Markus Wilkens, VDI and secretariat of Photonics21, introduced the project, stating the objective was to 'increase the efficiency and impact of European Information Society Technologies (IST)-research in the field of optics and photonics by stimulating coordination, interaction and cooperation at a European level'.
One of the most significant results of the project is a comprehensive database of more than 2000 companies and research organisations throughout Europe, all of whom are involved in the photonics industry. Project leaders have collated full contact details for every organisation in the list, which can be searched by country, product area or name. It can be accessed freely at www.opera2015.org.
The session also featured papers from SPIE executive director Eugene Arthurs, who voiced his opinions on the future of optics and photonics research.

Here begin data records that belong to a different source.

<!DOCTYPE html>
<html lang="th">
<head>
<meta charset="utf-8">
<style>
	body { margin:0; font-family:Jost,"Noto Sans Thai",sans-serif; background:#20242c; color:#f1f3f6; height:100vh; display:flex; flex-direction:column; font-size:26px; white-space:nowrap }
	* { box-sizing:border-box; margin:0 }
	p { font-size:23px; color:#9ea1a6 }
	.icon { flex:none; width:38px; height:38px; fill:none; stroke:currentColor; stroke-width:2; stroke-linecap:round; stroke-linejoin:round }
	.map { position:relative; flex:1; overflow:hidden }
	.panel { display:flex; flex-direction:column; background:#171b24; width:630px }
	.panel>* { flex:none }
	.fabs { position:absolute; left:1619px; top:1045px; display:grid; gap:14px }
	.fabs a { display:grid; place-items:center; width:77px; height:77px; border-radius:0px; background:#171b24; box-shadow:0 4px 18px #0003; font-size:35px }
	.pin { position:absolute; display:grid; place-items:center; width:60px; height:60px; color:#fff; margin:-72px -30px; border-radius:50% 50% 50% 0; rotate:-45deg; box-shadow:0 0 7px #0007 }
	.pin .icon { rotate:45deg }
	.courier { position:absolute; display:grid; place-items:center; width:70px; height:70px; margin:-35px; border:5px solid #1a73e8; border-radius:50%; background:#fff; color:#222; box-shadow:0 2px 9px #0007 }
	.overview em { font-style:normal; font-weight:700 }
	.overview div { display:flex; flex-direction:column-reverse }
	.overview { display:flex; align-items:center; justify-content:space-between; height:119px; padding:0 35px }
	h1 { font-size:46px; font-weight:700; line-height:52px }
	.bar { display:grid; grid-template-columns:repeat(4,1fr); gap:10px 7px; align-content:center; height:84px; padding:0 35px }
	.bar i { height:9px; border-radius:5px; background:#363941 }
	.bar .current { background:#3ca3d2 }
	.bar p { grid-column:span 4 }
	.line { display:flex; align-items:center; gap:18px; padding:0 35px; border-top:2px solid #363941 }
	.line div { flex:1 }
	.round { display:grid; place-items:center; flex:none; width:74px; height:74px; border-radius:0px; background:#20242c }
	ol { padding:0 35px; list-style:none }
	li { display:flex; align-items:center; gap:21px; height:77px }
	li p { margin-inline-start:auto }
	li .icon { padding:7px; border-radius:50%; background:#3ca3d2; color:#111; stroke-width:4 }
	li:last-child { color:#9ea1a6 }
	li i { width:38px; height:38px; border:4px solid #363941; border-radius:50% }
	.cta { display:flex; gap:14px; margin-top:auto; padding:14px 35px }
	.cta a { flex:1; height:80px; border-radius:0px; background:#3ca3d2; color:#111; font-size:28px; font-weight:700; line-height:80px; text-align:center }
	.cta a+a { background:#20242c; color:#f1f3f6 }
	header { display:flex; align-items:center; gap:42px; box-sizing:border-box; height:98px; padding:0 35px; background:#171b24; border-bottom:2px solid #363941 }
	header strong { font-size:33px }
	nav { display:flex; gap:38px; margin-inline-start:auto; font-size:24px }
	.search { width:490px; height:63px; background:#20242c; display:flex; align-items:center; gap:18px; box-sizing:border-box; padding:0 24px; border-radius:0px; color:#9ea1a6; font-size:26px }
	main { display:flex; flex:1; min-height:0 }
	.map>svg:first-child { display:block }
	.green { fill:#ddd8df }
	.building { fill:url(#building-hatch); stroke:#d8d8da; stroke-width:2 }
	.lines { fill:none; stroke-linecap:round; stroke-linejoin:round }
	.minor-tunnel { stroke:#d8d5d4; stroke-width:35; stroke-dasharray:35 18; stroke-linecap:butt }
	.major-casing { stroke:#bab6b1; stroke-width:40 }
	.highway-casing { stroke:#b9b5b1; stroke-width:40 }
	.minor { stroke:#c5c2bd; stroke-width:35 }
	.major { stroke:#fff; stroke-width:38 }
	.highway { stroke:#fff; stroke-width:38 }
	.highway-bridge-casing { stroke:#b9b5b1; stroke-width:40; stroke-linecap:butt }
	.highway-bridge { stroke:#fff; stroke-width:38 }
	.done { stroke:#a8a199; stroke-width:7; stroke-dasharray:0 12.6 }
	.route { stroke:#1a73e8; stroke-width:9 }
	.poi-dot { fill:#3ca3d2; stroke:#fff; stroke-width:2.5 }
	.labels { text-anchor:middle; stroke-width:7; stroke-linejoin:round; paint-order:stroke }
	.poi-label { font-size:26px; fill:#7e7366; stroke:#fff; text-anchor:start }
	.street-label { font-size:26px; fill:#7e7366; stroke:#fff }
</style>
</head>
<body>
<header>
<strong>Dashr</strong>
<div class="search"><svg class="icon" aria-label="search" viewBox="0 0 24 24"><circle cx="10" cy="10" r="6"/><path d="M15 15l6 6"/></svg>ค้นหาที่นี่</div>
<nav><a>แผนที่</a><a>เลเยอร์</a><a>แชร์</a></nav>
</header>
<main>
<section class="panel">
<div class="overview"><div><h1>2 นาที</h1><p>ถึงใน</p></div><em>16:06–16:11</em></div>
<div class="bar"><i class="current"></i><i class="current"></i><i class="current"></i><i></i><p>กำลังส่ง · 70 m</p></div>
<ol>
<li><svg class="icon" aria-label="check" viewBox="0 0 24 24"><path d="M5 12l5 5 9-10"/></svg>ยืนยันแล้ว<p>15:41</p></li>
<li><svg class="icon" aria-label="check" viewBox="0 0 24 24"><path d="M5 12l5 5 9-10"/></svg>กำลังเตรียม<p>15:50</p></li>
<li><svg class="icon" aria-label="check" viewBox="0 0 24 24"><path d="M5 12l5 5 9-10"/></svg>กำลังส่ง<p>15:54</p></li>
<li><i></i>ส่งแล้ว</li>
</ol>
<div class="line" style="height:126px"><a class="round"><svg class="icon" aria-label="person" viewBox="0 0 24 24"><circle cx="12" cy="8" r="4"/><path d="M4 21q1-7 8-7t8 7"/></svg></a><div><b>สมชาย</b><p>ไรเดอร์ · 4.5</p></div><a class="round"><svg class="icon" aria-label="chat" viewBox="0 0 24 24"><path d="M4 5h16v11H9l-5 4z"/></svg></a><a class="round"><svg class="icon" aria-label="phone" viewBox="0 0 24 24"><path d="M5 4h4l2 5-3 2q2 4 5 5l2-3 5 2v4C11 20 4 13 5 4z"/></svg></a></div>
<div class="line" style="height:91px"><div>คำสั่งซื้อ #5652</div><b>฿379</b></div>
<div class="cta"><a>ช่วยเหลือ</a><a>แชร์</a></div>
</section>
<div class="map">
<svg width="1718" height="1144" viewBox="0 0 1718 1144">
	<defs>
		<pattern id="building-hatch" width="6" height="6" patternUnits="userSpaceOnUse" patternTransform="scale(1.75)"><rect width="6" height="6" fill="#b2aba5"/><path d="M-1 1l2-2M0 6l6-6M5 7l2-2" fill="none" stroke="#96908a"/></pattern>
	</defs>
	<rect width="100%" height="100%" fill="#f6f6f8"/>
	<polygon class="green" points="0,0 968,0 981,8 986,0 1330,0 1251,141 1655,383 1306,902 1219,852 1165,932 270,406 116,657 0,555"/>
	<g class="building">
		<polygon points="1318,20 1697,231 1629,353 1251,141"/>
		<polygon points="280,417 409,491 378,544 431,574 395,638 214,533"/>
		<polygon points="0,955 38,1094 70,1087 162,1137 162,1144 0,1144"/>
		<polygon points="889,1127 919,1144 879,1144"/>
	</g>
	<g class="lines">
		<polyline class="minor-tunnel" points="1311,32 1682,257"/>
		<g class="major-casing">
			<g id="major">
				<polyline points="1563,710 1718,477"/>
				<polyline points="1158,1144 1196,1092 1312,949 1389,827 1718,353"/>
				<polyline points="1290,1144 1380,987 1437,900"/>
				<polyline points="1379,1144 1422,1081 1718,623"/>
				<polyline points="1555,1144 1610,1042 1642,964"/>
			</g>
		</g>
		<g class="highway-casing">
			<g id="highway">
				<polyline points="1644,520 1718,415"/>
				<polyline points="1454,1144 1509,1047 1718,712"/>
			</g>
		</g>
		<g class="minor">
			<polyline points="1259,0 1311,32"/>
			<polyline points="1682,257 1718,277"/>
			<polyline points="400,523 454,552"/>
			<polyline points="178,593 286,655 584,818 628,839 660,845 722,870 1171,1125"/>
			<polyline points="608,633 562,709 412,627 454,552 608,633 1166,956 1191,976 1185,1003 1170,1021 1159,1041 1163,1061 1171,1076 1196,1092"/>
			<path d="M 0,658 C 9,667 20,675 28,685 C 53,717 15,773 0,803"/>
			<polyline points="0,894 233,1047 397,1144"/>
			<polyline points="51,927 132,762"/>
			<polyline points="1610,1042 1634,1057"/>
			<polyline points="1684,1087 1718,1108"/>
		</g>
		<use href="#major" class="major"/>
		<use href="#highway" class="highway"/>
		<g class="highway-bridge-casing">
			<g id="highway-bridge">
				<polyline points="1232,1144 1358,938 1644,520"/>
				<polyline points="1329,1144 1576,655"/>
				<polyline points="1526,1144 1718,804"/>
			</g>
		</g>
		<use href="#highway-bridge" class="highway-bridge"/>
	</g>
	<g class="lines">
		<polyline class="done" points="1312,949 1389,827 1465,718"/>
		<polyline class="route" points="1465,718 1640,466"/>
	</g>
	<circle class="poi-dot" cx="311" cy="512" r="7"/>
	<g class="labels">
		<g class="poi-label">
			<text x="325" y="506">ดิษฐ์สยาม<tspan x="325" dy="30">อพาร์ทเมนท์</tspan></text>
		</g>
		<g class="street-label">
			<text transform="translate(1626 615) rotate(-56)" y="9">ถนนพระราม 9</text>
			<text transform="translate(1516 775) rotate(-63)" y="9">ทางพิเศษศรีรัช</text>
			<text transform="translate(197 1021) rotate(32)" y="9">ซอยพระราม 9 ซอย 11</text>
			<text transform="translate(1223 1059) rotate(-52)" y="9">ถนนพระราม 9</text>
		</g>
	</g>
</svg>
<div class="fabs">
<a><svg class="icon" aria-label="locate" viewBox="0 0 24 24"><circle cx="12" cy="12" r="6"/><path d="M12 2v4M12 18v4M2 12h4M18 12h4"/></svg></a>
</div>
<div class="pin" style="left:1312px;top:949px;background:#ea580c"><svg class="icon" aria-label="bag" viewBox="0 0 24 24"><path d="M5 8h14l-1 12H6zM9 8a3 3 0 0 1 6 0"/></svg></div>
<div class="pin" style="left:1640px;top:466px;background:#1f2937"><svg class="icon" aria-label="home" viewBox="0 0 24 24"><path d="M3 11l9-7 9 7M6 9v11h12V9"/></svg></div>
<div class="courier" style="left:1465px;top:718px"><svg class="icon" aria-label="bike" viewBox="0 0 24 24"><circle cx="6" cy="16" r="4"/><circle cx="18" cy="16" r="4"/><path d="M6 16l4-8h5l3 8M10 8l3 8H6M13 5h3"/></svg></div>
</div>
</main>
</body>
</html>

Among many interesting points made was his assertion that the Western world's views on product quality in China at the moment mirrors those held in the 1950s of products emerging from Japan. Within a few years, he noted, those views were reversed and 'Made in Japan' became a badge of quality. Arthurs' implication was that China may well have a much bigger part to play in photonics – and in the world economy in general – in the not too distant future.
Mike Wale of Bookham explored the ongoing impact of photonics outside the telecoms market, as well as increasing the capacity and data rates of existing telecoms networks.
The afternoon concluded with a fascinating presentation from David Pointer – managing director of Point Source, which has recently become part of the QioptiQ group. Using his photonics company as an example, he talked of the importance of proper business planning for start-ups. Many new companies – at least those that survive the difficult first year – enjoy a period of growth, but then plateau – largely because they never plan for growth beyond a certain point.
Pointer described the huge internal assessment project he carried out when his own company reached such a plateaus, involving staff from top to bottom, which helped to define the future direction of the company, and ensure that everyone understood and felt involved in its growth. Although a lengthy process, the results of the assessment have most certainly borne fruit, demonstrated by the significant growth enjoyed by the company since that point.